Up until now, Hollywood has for good reason shied away from adapting Ender’s Game for the screen. The author himself once dubbed the novel "un-filmable" and he wasn’t far off with that label. Aside from the obvious casting issues that would ensue (the main character, for example, begins Battle School at the age of six), much of the story is developed through Ender’s constant, internal monologue. That, coupled with the plots twists and turns, would make an adaptation tough to successfully pull off. Despite these inherent difficulties, however, Ender’s Game has finally made the leap to the screen under the direction of Gavin Hood (X-Men Origins: Wolverine).
Though it boasts an impressive cast, fans of the "Enderverse" have understandably been cautious to warm up to Hood’s big-budget, Hollywood adaptation. If you were at the cinema at all this summer, you were likely bludgeoned over the head with the film’s early trailers. To fans, Harrison Ford’s clunky narration and the polished look of the film suggested that the intelligence and originality of the novel had somehow been lost in translation. There was, however, a glimmer of hope. Attached to score the film was composer James Horner, who’s taken his talents to space on more than a few occasions. Film music enthusiasts had every right to hope that this would be another Krull, Star Trek II: The Wrath of Khan, Apollo 13, Avatar, or even Aliens for Horner, since the source material was rich enough to give the music numerous places to shine through. Indeed, Horner’s Ender’s Game was one of my most anticipated scores of 2013.
As has been indicative of the project overall, however, our hopes were fleeting. Just months after the news broke that the inimitable Horner was on board, Transformers and Battleship composer Steve Jablonsky was announced as his replacement.
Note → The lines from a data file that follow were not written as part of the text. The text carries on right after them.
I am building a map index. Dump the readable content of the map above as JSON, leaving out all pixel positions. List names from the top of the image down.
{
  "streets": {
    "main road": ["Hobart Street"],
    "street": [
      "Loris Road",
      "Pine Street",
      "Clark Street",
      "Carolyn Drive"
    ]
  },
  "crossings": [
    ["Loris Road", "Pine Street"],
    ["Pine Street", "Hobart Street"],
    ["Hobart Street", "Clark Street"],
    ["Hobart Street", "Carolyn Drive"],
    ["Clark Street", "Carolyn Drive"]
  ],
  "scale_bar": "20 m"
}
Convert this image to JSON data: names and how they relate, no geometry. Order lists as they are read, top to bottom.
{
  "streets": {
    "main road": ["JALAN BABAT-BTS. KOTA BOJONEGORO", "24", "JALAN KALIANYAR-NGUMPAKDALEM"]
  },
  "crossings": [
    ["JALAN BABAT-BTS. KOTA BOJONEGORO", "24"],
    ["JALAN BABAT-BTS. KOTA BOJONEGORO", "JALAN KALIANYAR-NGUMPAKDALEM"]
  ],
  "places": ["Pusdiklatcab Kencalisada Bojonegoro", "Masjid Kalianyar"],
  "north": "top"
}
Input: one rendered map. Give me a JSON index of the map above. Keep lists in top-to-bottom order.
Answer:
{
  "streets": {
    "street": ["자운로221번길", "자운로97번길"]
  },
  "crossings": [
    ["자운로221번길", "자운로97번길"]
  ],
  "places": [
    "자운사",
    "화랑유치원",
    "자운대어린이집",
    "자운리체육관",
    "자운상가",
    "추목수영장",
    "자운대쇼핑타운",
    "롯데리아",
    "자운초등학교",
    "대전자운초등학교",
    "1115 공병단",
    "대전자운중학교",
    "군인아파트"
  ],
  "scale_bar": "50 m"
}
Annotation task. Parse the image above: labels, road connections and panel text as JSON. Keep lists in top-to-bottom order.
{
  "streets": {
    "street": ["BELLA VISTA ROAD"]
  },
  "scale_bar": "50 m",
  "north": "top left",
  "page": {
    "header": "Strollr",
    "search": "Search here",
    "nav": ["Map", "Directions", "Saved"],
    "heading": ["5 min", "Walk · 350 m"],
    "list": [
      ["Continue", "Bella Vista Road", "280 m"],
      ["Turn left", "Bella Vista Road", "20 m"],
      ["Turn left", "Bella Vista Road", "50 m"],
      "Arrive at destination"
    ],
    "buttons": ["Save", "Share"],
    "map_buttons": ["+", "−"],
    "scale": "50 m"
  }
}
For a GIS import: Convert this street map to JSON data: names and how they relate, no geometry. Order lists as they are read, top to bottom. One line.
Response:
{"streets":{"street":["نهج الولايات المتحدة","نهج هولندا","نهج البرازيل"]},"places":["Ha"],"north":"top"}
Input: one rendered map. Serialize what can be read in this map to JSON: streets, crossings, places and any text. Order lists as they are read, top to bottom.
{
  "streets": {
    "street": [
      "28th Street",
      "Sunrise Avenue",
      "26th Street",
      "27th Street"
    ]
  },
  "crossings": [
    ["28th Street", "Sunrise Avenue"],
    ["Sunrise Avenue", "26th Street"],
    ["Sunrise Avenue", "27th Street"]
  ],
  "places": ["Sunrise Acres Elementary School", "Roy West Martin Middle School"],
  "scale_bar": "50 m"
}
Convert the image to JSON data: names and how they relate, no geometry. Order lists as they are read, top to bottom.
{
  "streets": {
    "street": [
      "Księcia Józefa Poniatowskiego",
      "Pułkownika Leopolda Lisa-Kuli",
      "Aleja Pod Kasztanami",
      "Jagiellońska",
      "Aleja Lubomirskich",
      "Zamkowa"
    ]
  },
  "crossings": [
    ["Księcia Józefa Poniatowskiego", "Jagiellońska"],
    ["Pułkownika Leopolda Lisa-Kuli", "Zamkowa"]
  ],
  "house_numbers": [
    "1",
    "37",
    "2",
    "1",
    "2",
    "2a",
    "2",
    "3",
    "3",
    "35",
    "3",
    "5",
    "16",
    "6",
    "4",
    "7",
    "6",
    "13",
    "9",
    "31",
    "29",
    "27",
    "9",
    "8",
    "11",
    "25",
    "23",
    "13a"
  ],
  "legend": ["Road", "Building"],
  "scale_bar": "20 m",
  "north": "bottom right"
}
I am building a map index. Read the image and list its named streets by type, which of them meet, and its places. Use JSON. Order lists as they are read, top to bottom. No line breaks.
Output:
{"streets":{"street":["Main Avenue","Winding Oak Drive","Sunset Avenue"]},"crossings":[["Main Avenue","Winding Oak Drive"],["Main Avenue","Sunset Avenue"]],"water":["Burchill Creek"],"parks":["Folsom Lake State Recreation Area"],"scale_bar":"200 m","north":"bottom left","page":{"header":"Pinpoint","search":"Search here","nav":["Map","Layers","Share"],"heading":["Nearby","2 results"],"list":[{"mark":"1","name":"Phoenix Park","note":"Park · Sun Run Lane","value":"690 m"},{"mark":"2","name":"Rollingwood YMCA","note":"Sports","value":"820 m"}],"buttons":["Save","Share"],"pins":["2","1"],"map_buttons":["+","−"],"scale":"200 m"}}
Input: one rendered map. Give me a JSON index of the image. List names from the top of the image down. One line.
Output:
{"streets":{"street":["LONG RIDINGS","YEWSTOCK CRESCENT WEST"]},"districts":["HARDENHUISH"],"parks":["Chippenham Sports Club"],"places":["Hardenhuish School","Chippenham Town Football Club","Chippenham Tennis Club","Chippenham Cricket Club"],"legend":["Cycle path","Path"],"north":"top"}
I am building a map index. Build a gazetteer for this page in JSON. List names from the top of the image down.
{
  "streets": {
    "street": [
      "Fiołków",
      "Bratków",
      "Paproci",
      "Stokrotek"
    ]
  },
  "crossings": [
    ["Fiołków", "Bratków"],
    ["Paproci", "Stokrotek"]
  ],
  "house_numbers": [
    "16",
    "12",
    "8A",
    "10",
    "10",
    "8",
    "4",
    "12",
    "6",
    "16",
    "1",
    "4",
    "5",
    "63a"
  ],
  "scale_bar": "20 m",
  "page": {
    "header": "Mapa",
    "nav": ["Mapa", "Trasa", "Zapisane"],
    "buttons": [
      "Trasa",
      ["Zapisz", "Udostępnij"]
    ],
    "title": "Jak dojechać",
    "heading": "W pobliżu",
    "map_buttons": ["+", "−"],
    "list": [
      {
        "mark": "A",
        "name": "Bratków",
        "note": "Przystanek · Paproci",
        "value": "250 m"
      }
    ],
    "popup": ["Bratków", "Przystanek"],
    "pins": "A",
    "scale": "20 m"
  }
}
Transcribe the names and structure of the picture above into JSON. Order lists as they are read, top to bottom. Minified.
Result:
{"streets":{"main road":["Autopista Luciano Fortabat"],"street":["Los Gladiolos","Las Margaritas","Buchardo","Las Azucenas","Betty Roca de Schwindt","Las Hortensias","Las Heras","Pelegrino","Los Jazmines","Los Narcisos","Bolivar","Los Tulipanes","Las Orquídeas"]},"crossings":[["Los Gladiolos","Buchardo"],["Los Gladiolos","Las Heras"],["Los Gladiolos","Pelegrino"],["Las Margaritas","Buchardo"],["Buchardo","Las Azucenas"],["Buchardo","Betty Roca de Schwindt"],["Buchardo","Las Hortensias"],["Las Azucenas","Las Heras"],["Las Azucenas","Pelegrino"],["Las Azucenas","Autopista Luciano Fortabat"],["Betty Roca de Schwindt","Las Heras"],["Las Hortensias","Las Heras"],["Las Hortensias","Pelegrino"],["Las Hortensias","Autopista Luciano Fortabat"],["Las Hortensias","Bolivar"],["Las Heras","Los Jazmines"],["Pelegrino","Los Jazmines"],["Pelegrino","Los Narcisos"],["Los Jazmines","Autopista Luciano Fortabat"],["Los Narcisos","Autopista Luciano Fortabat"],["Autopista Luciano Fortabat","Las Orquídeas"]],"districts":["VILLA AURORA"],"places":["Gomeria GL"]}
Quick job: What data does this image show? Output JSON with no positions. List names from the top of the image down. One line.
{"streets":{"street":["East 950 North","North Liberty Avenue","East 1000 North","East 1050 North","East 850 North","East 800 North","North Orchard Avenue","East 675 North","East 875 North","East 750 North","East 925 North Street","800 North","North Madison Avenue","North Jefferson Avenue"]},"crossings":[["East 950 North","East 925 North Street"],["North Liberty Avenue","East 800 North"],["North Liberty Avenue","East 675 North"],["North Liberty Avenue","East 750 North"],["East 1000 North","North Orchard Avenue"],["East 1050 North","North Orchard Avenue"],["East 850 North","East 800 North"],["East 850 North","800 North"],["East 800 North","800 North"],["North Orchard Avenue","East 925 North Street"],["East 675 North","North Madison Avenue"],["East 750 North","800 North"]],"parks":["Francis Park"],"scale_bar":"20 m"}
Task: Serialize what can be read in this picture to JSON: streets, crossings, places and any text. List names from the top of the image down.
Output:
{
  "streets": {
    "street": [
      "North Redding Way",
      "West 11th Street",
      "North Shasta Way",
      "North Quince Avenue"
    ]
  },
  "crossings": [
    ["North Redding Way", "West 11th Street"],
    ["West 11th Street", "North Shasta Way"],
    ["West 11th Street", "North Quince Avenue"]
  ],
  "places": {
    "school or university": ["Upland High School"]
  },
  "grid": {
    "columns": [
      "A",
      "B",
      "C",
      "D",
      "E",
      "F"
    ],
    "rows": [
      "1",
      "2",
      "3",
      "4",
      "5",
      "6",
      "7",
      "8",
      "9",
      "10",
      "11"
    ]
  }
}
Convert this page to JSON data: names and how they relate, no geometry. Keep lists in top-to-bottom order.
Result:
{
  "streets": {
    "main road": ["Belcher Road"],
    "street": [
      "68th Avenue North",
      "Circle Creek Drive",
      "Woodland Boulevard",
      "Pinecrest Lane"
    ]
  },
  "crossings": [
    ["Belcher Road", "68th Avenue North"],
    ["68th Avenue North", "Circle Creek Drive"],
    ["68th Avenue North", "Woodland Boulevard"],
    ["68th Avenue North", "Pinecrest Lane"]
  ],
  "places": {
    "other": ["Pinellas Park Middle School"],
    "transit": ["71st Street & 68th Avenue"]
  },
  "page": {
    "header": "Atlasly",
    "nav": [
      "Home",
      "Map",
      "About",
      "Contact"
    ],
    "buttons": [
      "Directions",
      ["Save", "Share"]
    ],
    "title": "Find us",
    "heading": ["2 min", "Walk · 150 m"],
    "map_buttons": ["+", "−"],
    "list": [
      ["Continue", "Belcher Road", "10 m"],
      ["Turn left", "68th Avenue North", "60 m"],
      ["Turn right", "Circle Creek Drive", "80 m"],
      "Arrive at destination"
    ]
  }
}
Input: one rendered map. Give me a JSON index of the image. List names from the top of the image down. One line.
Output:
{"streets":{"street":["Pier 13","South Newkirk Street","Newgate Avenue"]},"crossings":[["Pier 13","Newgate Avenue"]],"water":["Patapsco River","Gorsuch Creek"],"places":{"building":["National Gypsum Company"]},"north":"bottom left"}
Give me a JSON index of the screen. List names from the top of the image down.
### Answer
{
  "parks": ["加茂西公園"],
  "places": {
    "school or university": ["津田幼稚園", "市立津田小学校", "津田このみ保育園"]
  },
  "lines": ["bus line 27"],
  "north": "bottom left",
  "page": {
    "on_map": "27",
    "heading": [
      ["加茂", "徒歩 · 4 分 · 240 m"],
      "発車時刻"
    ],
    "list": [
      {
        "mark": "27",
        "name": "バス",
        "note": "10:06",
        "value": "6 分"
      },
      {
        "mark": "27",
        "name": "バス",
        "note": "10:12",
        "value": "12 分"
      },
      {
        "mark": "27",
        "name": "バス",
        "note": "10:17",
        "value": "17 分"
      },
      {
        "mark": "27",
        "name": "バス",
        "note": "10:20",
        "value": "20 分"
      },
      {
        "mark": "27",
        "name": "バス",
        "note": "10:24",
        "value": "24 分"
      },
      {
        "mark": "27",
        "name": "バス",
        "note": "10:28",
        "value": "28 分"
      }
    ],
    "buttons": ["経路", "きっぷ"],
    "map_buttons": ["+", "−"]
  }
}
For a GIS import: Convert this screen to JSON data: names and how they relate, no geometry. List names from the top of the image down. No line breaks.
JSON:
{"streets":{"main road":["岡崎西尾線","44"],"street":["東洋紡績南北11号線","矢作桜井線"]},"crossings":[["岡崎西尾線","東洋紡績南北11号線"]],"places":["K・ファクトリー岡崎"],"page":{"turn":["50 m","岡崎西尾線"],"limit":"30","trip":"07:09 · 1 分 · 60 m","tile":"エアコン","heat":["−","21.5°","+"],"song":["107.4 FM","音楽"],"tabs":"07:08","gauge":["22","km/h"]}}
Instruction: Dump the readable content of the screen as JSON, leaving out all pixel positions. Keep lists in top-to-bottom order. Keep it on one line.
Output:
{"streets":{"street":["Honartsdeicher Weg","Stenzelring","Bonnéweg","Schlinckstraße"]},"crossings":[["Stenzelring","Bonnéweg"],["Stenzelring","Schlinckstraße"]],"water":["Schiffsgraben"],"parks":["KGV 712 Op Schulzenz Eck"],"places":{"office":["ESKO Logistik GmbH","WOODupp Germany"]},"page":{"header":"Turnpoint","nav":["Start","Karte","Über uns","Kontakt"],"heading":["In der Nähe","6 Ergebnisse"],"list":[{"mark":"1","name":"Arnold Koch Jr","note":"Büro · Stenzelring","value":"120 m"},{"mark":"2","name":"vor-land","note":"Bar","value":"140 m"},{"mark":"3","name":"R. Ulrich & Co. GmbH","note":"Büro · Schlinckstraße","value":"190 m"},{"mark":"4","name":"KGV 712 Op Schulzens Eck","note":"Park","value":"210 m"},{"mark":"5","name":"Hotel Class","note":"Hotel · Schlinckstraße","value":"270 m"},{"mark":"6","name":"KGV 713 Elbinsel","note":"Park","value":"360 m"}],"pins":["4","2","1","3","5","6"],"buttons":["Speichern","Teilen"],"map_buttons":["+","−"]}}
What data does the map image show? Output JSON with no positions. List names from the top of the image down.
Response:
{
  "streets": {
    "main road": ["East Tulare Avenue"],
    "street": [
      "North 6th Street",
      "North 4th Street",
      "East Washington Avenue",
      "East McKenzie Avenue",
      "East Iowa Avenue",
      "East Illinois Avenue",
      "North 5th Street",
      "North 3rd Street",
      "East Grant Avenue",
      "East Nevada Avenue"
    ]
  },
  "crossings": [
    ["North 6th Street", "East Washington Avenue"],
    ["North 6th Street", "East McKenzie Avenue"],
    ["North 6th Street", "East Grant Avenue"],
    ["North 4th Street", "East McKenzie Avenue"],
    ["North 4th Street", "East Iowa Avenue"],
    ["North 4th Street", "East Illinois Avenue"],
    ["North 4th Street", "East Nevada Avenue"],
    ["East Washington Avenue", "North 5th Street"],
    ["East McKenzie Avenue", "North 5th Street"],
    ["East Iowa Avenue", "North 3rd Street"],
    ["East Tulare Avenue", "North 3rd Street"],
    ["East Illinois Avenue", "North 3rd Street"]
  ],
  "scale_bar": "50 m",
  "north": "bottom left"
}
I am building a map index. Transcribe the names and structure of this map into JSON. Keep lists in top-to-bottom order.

Though he has legitimately impressed with Steamboy and rubbed more than a few guilty-pleasure soft spots with his first Transformers entry, Jablonsky is notoriously hit-or-miss. As it turns out, both the quality of the former score and the memorable themes of the latter are absent from this outing. For all intents and purposes, Ender’s Game is the quintessential, phoned-in replacement score.
The main identity that Jablonsky has concocted for the concept is not necessarily bad but it’s by no means remarkable. Heard in "Ender’s War", it is a sufficient, if not uncomplicated idea for Ender. It completely fails to address the complexity of Card’s story but I wouldn’t be too surprised if Jablonsky delivered exactly what the studio asked for here. The expected string ostinatos, tapping bell, slapping percussion, choir, and melodramatic cello are all here in spades, but we’ve heard the mix in such better fashion before, even from Jablonsky himself. The "Ender’s War" theme is reprised in a few, chance instances, "Dragon Army", "Ender Quits" and "Ender’s Promise" being the only cues that feature any significant return to the idea. While it may indeed hit a few guilty pleasure buttons for some, it’s hard to see "Ender’s War" and its rather scarce reprisals carrying a film on their own, much less an entire franchise. Nevertheless, that’s basically what they have to do here; Ender’s Game is almost entirely devoid of other memorable themes.
The rest of the material in Jablonsky’s score is largely dominated by a simple cello motif introduced in "Move It Launchies" and then reprised in what seems like endless instances in conjunction with three, ascending choral/string notes in "Salamander Battle", "Dragon Army", "Mazer Rackham", "Command School", "Graduation Day", in variation in "Game Over", and in "Commander" for one final send-off which, incidentally, sounds exactly like nearly every other rendition of the idea. Clearly Jablonsky was fond of it, but it’s so damn pervasive on album that it ends up being a little frustrating for the listener.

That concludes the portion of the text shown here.